Jede Geschichte – vorausgesetzt, es handelt sich um einen Prosatext – hat eine Erzählerstimme. Hat man erst einmal angefangen, eine Geschichte niederzuschreiben, gesellt sie sich ganz natürlich unter die Figuren und nimmt ihren vorbestimmten Platz in der erzählten Welt ein. Der Erzähler ist dabei nicht mit dem Autor zu verwechseln, es sei denn, ihr schreibt eine Autobiografie, aber selbst da ist es nicht immer eindeutig. Viel eher kann man sich den Erzähler als einen weiteren, unsichtbaren Charakter innerhalb der Geschichte vorstellen, der mehr oder weniger mit existierenden Charakteren verschmolzen sein kann.

Kurz gesagt muss man folgende Unterscheidungen treffen:

• Perspektive: 1. Person (ich) oder 3. Person (er, sie, es)
• Fokalisierung: Intern (= Charakter) oder extern (außenstehend)
• Allwissend oder nicht
• Zuverlässig oder unzuverlässig

Bei meinen Geschichten handelt es sich dabei zum Beispiel um einen intern fokalisierten Erzähler der dritten Person (auch „personaler“ Erzähler genannt). Das bedeutet, die Geschichte wird aus dem Blickwinkel einer ihrer Figuren erzählt. Man erfährt viel über die Motivation und Gedanken der erzählenden Figur. Die Gedanken und Beweggründe anderer Charaktere, oder die Zusammenhänge des großen Ganzen, bleiben aber Spekulationen. Das bedeutet in diesem Fall auch, dass man als Leser nicht immer für bare Münze nehmen sollte, was einem ein solcher Erzähler erzählt. Es gibt immer Dinge, die die Charaktere nicht wissen. Sie können sich irren, oder auch ganz bewusst lügen – also unzuverlässig sein. Werft einen Blick in den Beitrag zur Waldhexe Saphira, sie ist ein gutes Beispiel dafür, woran man einen unzuverlässigen Erzähler erkennt.

Der Fokalisierer, also die Figur, durch deren Augen wir die Welt betrachten, kann dabei auch wechseln. Das sollte aber nicht im Fließtext, sondern nur nach einem Absatz oder in einem neuen Kapitel passieren.
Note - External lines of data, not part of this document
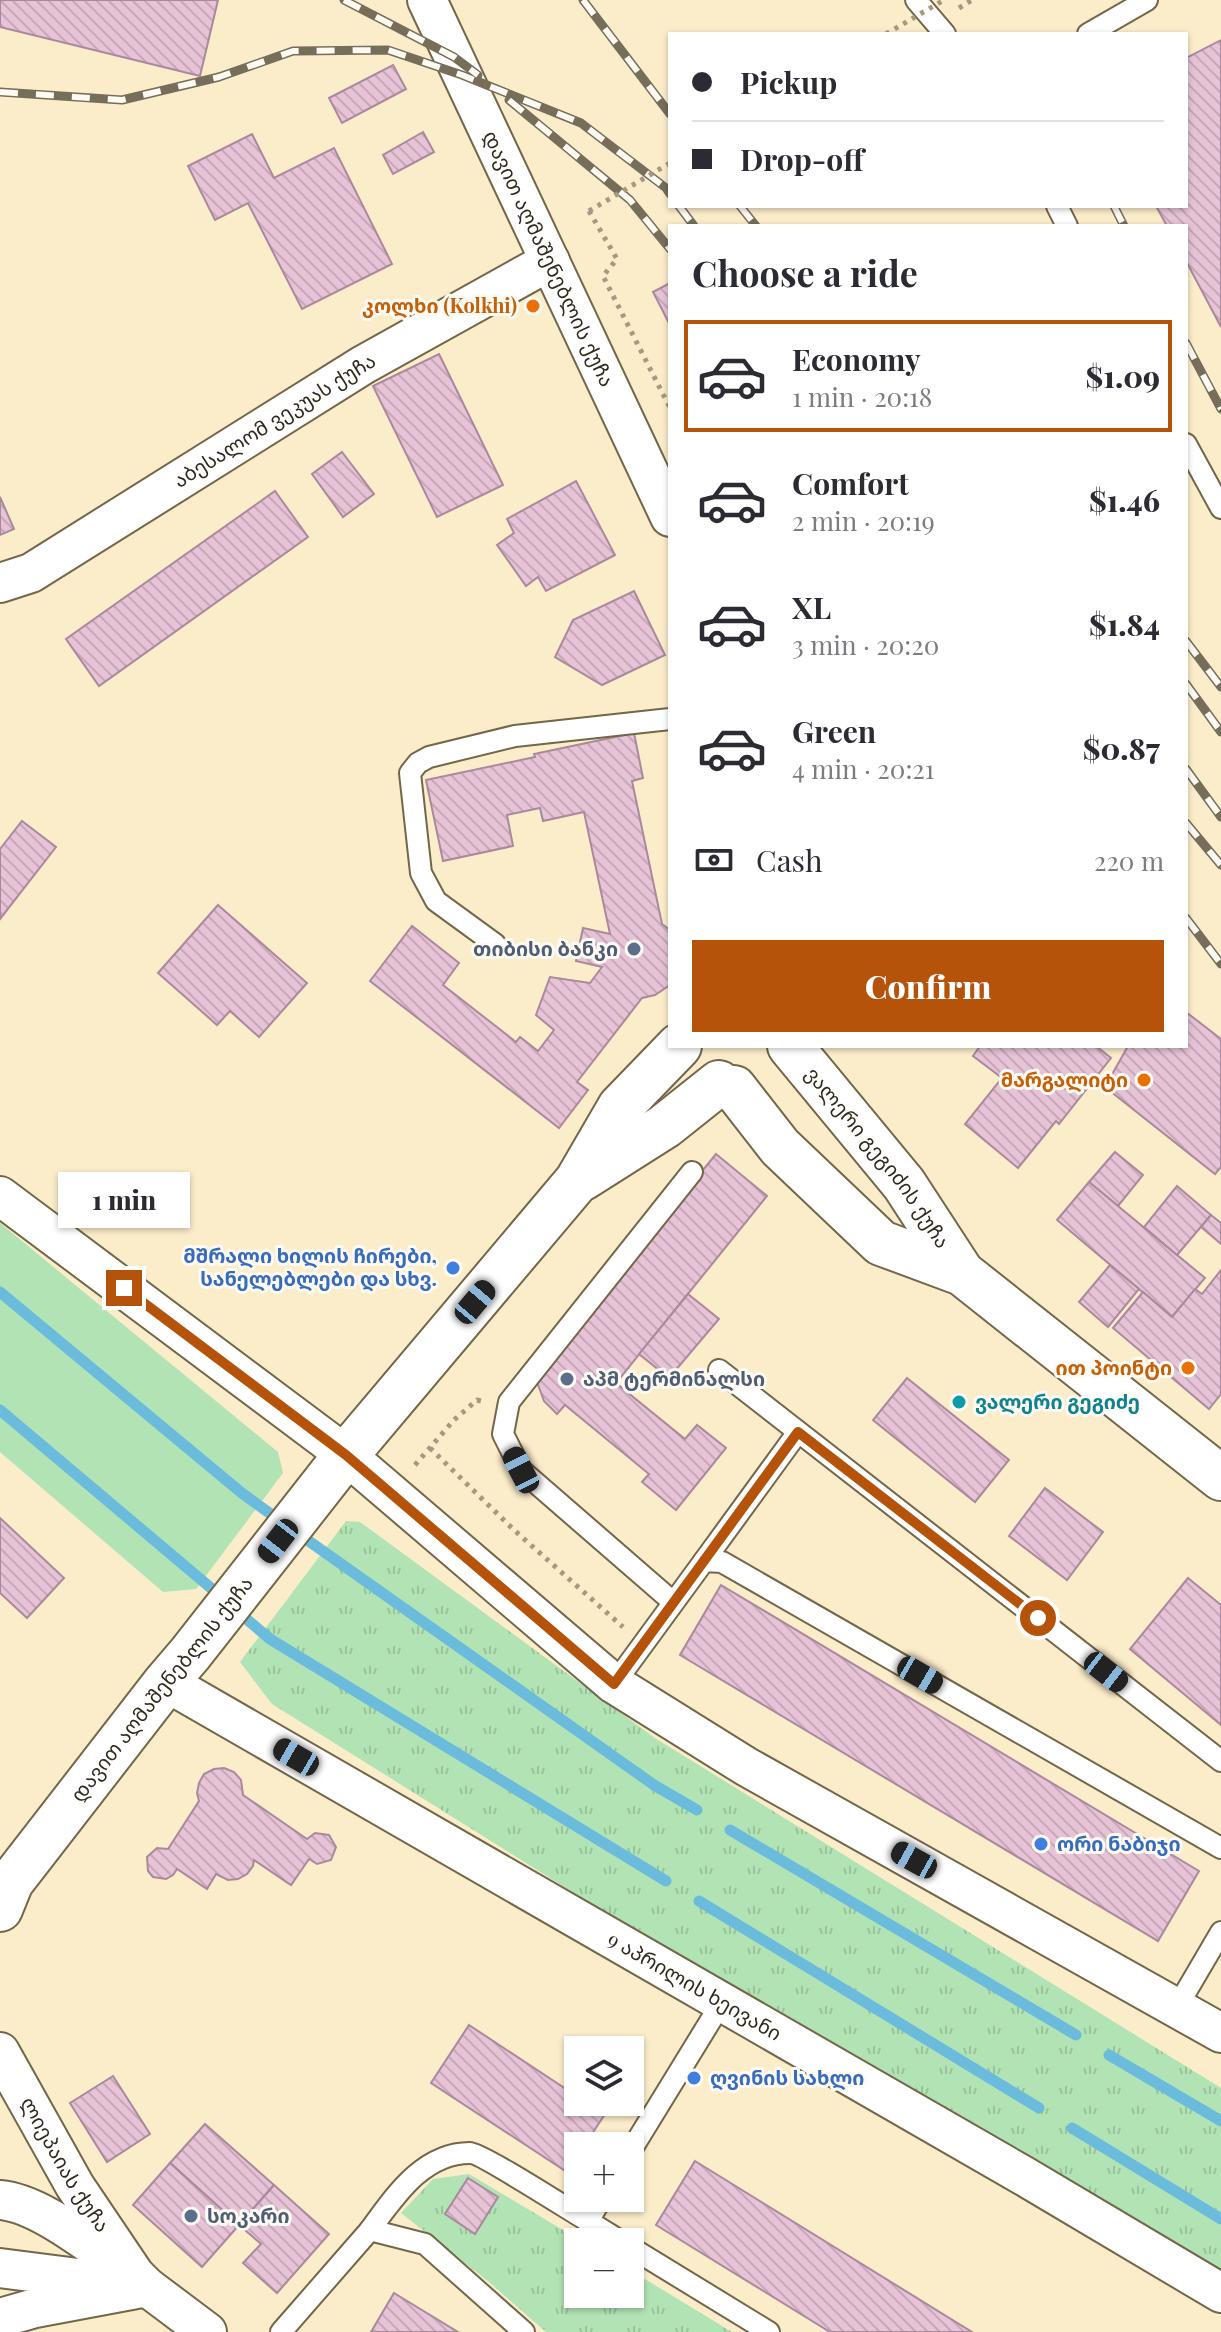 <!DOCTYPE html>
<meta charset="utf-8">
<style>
body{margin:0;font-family:"Playfair Display","Noto Sans Georgian",serif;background:#f7f7f7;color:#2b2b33;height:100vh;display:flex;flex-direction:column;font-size:30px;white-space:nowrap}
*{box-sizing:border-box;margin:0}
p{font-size:26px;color:#7c7c81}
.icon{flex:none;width:44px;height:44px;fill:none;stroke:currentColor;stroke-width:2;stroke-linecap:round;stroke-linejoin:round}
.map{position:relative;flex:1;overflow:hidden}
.details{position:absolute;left:668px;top:224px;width:520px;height:824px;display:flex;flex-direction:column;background:#fff;border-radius:0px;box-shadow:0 2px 6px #0004}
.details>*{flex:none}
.banner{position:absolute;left:668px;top:32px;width:520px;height:176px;border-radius:0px;box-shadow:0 2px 6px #0004;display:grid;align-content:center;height:176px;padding:0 24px;background:#fff}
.tools{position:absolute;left:564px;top:2036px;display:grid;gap:16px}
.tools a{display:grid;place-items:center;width:80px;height:80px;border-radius:0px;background:#fff;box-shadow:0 2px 6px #0004;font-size:40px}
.end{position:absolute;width:36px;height:36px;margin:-18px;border:10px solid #b45309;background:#fff;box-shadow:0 0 0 4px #fff}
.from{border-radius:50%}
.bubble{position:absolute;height:56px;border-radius:0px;background:#fff;box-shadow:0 2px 6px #0004;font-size:26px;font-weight:800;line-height:56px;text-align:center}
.car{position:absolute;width:24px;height:48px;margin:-24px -12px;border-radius:10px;box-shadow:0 0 6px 2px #0007;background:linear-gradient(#222 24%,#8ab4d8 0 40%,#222 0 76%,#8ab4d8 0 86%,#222 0)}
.banner b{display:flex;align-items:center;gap:28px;height:76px;font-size:30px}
.banner b+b{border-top:2px solid #e1e1e2}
.banner i{width:20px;height:20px;background:#2b2b33}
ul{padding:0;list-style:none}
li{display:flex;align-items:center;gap:24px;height:112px;margin:0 16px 12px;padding:0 8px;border:4px solid transparent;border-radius:0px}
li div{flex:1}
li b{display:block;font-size:30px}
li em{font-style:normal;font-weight:800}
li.active{border-color:#b45309}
li>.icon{width:72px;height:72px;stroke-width:1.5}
h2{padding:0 24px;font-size:36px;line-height:96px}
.pay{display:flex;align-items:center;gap:20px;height:88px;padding:0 24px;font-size:30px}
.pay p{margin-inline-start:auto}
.cta{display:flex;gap:16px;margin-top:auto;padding:16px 24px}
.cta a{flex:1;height:92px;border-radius:0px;background:#b45309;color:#fff;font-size:32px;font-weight:800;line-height:92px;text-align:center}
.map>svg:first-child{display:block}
</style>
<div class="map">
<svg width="1221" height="2332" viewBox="0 0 1221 2332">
<defs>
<pattern id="park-tufts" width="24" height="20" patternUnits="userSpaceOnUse" patternTransform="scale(2)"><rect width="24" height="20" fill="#b1e3b4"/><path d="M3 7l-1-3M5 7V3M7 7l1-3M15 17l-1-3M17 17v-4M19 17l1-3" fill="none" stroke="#99c39a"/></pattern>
<pattern id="building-back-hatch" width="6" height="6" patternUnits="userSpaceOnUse" patternTransform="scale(2)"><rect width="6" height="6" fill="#e6c3d6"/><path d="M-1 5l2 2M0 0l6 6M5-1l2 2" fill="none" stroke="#c6a8b7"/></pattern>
</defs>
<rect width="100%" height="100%" fill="#fbecca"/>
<path fill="#b1e3b4" d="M0,1223L278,1452L283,1473L196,1589L163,1592L0,1452Z"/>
<g fill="url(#park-tufts)">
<path d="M346,1521L360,1522L655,1738L1221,2088V2270L1066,2178L694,1968L272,1704L240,1662Z"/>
<path d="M469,2174L583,2242H578V2294H630V2270L732,2332H546L489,2282L401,2213L433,2179Z"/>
</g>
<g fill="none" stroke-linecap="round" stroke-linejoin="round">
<g stroke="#6bbcdc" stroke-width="11">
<path d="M0,1292L243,1494L282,1522"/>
<path d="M0,1410L224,1599"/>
<path d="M296,1532L654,1785L697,1810"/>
<path d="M237,1611L270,1639L666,1881"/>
<path d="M730,1830L1076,2035"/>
<path d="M699,1901L1039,2108"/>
<path d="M1109,2055L1221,2121"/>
<path d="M1072,2128L1221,2219"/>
</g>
</g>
<g fill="url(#building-back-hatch)" stroke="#aa899c" stroke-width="2">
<path d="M0,0H218L200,76L0,27Z"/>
<path d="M1221,40V327L1186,261V226H1167L1156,206H1186V58Z"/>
<path d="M393,65L406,89L342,123L329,98Z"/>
<path d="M423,132L434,152L393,174L383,155Z"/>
<path d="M252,134L274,178L334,148L392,264L302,309L248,203L215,220L188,166Z"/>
<path d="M670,283V325L653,292Z"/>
<path d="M439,354L503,485L437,517L373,386Z"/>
<path d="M342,452L374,494L343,517L312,474Z"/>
<path d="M576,481L615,555L546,591L538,577L526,586L497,545L514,533L507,519Z"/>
<path d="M275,491L308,537L99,686L66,639Z"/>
<path d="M0,497L14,529L0,535Z"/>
<path d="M634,591L665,655L602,685L555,657L573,620Z"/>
<path d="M634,733L643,778L632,781L662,924L670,930V985L655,995L642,998L577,1082L588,1090L559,1128L370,981L412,926L459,963L443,985L516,1042L520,1037L538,1051L554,1030L536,1015L550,977L590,983L602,967L576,961L583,928L610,934L584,812L543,821L540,808L507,815L513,846L443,861L426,780L535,757L534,754Z"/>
<path d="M22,821L56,847L0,919V849Z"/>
<path d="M218,905L307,983L259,1037L230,1011L217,1025L158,973Z"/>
<path d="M1186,1012L1221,1039V1167L1215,1174L1105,1087L1128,1046H1186Z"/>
<path d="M980,1046H1096L1111,1058L1059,1124L1056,1121L1018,1168L965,1124L1002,1078L973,1056Z"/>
<path d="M1115,1152L1143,1175L1118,1206L1089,1182Z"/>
<path d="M716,1154L767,1196L616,1383L685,1439L697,1425L726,1448L676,1510L642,1482L649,1474L565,1405L557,1414L544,1401L537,1382L569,1335Z"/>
<path d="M1089,1182L1205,1278L1172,1317L1057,1220Z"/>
<path d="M1177,1186L1211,1215L1177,1255L1144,1227Z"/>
<path d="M1211,1215L1221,1223V1244L1201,1227Z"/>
<path d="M1110,1265L1139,1289L1108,1327L1079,1302Z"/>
<path d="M1221,1270V1394L1209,1409L1113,1328L1143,1292L1172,1317L1195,1289L1202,1294Z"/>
<path d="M688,1294L719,1319L669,1378L639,1354Z"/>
<path d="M907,1378L1009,1460L975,1502L873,1420Z"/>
<path d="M1045,1488L1103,1532L1067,1580L1009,1536Z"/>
<path d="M0,1518L64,1578L27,1618L0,1593Z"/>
<path d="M1188,1578L1221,1605V1725L1130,1649Z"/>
<path d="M721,1585L1199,1871L1158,1941L680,1655Z"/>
<path d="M224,1768L234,1772L241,1780L243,1795L307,1839L315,1833L329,1835L336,1847L331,1860L317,1864L309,1859L291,1885L254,1860L253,1866L247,1874L238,1879L228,1880L216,1874L207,1889L177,1869L173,1875L166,1879L153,1877L148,1871L147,1857L157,1848L168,1849L199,1801L197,1793L199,1783L204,1774L214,1769Z"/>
<path d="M469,2025L578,2097V2102H586L605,2114L584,2146H578V2155L567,2172L431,2083Z"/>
<path d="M113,2076L150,2134L107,2162L70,2103Z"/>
<path d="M205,2124L274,2185L239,2225L170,2163Z"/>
<path d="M695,2161L972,2332H830L656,2225Z"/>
<path d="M170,2163L239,2225L202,2267L133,2205Z"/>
<path d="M468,2178L498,2197L475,2234L445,2214Z"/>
<path d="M274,2185L329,2234L277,2293L243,2263L261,2244L239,2225Z"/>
<path d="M394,2293L458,2332H371Z"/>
</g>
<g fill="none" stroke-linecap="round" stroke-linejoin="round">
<defs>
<g id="service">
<path d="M916,0L945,34"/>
<path d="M1088,34L1147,0"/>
<path d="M1057,206L1067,226"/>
<path d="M1186,444L1221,508"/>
<path d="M495,944L436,901L421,873L410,773L418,763L429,757L515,736L670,719"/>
<path d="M719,1370L1221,1761"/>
<path d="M704,1561L798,1432"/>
<path d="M673,1602L521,1470L503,1434L509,1402L692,1172"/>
<path d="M614,1684L704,1561L722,1562L1221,1848"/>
<path d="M1177,2007L1221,1932"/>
<path d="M630,2152L722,2002"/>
<path d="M602,2198L588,2221L622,2242"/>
<path d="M370,2230C395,2196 423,2153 470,2153C481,2153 571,2211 588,2221"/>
<path d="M630,2247L769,2332"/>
<path d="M281,2332L370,2230L425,2244L524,2332"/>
</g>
<g id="minor">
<path id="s1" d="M427,0L670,517"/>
<path id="s2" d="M0,583L31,573L363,365L550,261"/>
<path d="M0,1196L346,1455L614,1684L747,1767L1221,2033"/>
<path id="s3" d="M166,1682L1024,2176L1221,2293"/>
<path id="s4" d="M0,2052L75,2186L135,2275L147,2287L207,2332"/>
<path d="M0,2200C38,2203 87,2243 120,2265"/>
<path d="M0,2268L78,2278L112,2284"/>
<path d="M0,2318L35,2308L147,2287"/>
</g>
<g id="tertiary">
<path id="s5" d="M790,1046L904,1184L962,1273"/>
<path d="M734,1088L780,1147L881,1243L962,1273L1221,1478"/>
<path d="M583,1178L665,1126L719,1083"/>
<path id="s6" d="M0,1909L11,1882L166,1682L190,1654L346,1455L577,1181L620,1107L679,1046"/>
</g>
</defs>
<use href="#service" stroke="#746648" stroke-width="24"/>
<use href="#minor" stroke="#746648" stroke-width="42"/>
<use href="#tertiary" stroke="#746648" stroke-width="48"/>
<g stroke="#a59a81" stroke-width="5" stroke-dasharray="4 6" stroke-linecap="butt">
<path d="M959,8L972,0"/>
<path d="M589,211L617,259L603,276L670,408"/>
<path d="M430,1448L514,1530L623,1627"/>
<path d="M415,1465L454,1420L477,1400L481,1401"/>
</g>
<use href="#service" stroke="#fff" stroke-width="20"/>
<use href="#minor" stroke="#fff" stroke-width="38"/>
<use href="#tertiary" stroke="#fff" stroke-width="44"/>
<defs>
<g id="rail">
<path d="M344,0L454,57L478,75"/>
<path d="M583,0L670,114"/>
<path d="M0,92L122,100L219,77L293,51L388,50L462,75L581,123L666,188L670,194"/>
<path d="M509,100L630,200L670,249"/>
<path d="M679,206L694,226"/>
<path d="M740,206L756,226"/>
<path d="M1114,206L1124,226"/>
<path d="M1186,343L1221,409"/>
<path d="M1186,641L1221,687"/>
<path d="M1186,684L1221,732"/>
<path d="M1186,769L1221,817"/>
<path d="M1186,823L1221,865"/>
<path d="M1186,918L1221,964"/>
</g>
</defs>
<use href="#rail" stroke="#776e5a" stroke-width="9"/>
<use href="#rail" stroke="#fdfaf3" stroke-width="6" stroke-dasharray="18" stroke-linecap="butt"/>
<g stroke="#a59a81" stroke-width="5" stroke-dasharray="4 6" stroke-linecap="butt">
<path d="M886,34L944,0"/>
<path d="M589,211L670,163"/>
</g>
</g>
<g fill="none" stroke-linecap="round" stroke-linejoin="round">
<path stroke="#b45309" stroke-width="10" d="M124,1288L346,1455L614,1684L798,1432L1038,1618"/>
</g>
<g fill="#e8710a" stroke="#fdfaf3" stroke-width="3">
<circle cx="533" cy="306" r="8"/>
<circle cx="1144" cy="1080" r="8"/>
<circle cx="1188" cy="1368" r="8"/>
</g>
<g fill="#5c6f8a" stroke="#fdfaf3" stroke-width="3">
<circle cx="634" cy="949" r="8"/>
<circle cx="567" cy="1379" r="8"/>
<circle cx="191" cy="2216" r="8"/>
</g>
<g fill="#3f7fe0" stroke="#fdfaf3" stroke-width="3">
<circle cx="453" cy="1268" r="8"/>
<circle cx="1041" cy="1844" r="8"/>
<circle cx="694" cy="2078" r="8"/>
</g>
<circle fill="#0f9aa8" stroke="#fdfaf3" stroke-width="3" cx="959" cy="1402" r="8"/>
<g text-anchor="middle" stroke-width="6" stroke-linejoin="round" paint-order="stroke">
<g font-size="20" fill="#302a1d" stroke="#fdfaf3">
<text dy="7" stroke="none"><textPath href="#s1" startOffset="286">დავით აღმაშენებლის ქუჩა</textPath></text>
<text dy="7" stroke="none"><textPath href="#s2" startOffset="320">აბესალომ ვეკუას ქუჩა</textPath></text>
<text dy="7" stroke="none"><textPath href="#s5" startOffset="142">ვალერი გეგიძის ქუჩა</textPath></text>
<text dy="7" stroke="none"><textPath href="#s6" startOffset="274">დავით აღმაშენებლის ქუჩა</textPath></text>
<text dy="7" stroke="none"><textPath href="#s3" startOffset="610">9 აპრილის ხეივანი</textPath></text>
<text dy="7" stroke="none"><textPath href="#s4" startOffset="130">ლიეპაიას ქუჩა</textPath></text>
</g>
<g font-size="20" font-weight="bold" fill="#c56008" stroke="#fdfaf3" text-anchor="end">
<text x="517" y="313">კოლხი (Kolkhi)</text>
<text x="1128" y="1087">მარგალიტი</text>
<text x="1172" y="1375">ით პოინტი</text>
</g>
<g font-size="20" font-weight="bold" fill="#4e5e75" stroke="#fdfaf3" text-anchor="start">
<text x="618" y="956" text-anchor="end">თიბისი ბანკი</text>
<text x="583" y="1386">აპმ ტერმინალსი</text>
<text x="207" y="2223">სოკარი</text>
</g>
<g font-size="20" font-weight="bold" fill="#366cbe" stroke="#fdfaf3" text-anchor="start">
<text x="437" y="1263" text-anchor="end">მშრალი ხილის ჩირები,<tspan x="437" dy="23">სანელებლები და სხვ.</tspan></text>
<text x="1057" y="1851">ორი ნაბიჯი</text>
<text x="710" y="2085">ღვინის სახლი</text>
</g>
<g font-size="20" font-weight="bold" fill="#0d838f" stroke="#fdfaf3" text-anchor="start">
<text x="975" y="1409">ვალერი გეგიძე</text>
</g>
</g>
</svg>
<div class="tools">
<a><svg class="icon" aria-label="layers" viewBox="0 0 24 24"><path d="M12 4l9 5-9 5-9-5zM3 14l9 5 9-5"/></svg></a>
<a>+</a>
<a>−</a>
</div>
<i class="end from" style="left:1038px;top:1618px"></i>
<i class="end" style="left:124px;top:1288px"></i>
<div class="bubble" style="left:58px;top:1172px;width:132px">1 min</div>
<i class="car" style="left:475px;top:1302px;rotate:40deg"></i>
<i class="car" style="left:521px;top:1470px;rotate:333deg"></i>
<i class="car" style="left:278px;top:1541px;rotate:218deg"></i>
<i class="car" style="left:1106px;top:1672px;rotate:128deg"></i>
<i class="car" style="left:920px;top:1675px;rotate:120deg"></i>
<i class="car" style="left:296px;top:1757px;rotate:300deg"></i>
<i class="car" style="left:914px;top:1860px;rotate:299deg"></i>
<div class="banner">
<b><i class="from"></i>Pickup</b>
<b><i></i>Drop-off</b>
</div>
<section class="details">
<h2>Choose a ride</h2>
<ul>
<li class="active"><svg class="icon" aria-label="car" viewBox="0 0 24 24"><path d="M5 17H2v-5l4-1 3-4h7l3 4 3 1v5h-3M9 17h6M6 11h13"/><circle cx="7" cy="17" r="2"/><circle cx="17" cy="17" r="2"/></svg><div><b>Economy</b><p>1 min · 20:18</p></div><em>$1.09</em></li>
<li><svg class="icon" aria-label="car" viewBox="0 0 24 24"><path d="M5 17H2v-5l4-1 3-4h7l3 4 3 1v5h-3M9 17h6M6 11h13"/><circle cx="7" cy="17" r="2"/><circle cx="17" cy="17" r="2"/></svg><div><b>Comfort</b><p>2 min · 20:19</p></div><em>$1.46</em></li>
<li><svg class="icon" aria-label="car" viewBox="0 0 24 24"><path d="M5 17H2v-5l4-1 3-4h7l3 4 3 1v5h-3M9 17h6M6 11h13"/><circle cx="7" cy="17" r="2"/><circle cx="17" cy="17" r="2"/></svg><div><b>XL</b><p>3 min · 20:20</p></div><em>$1.84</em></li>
<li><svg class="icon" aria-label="car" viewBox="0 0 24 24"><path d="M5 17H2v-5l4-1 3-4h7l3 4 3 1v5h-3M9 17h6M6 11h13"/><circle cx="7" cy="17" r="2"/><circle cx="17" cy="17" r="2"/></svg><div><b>Green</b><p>4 min · 20:21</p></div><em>$0.87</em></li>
</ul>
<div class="pay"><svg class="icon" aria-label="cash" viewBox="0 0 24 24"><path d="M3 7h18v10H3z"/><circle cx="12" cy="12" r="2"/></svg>Cash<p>220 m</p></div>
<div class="cta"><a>Confirm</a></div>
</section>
</div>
Und man sollte auch bedenken, dass es sich dann um einen neuen Erzähler handelt, der einen anderen Blickwinkel auf die Geschichte, andere Meinungen und Beweggründe hat, die sich auf die Art des Erzählens auswirken.

Auch wenn der Erzähler zu keinem existierenden Charakter gehört, sondern eine unbeteiligte, dritte Stimme ist, sollte sie sich einheitlich und nachvollziehbar lesen lassen. Deswegen kann es helfen, den Erzähler als eigenständigen Charakter zu sehen. Denn eure Figuren sollen ja auch nicht plötzlich ihre Persönlichkeit ändern. Stellt euch vor, eure würdevolle Königin fängt plötzlich an, wie der letzte Pöbel zu sprechen oder umgekehrt. Genauso verhält es sich mit einer nicht einheitlichen Erzählerstimme.

Wer mehr über die verschiedenen Erzählerarten wissen möchte, kann dazu selbstverständlich das Internet befragen. Aber darum geht es hier nicht. Wir wollen nicht für jede Art der Erzählstimme ein Beispiel haben, um uns dann eine auszusuchen und der Geschichte aufzwingen, sondern wir bleiben mit ihr auf Augenhöhe. Hier geht es darum, die Erzählerstimme der Geschichte zu erkennen und beizubehalten.

Wenn ihr also eure erste Szene habt, lest sie euch noch einmal genau durch. Wer spricht? Wie viel weiß er über die Geschichte? Wie nah ist er dem Geschehen und wie zuverlässig erzählt er? Wenn ihr den Charakter eures Erzählers kennt, müsst ihr gar nicht so viel über die Theorie wissen, sondern könnt einfach ganz intuitiv seine Stimme beibehalten.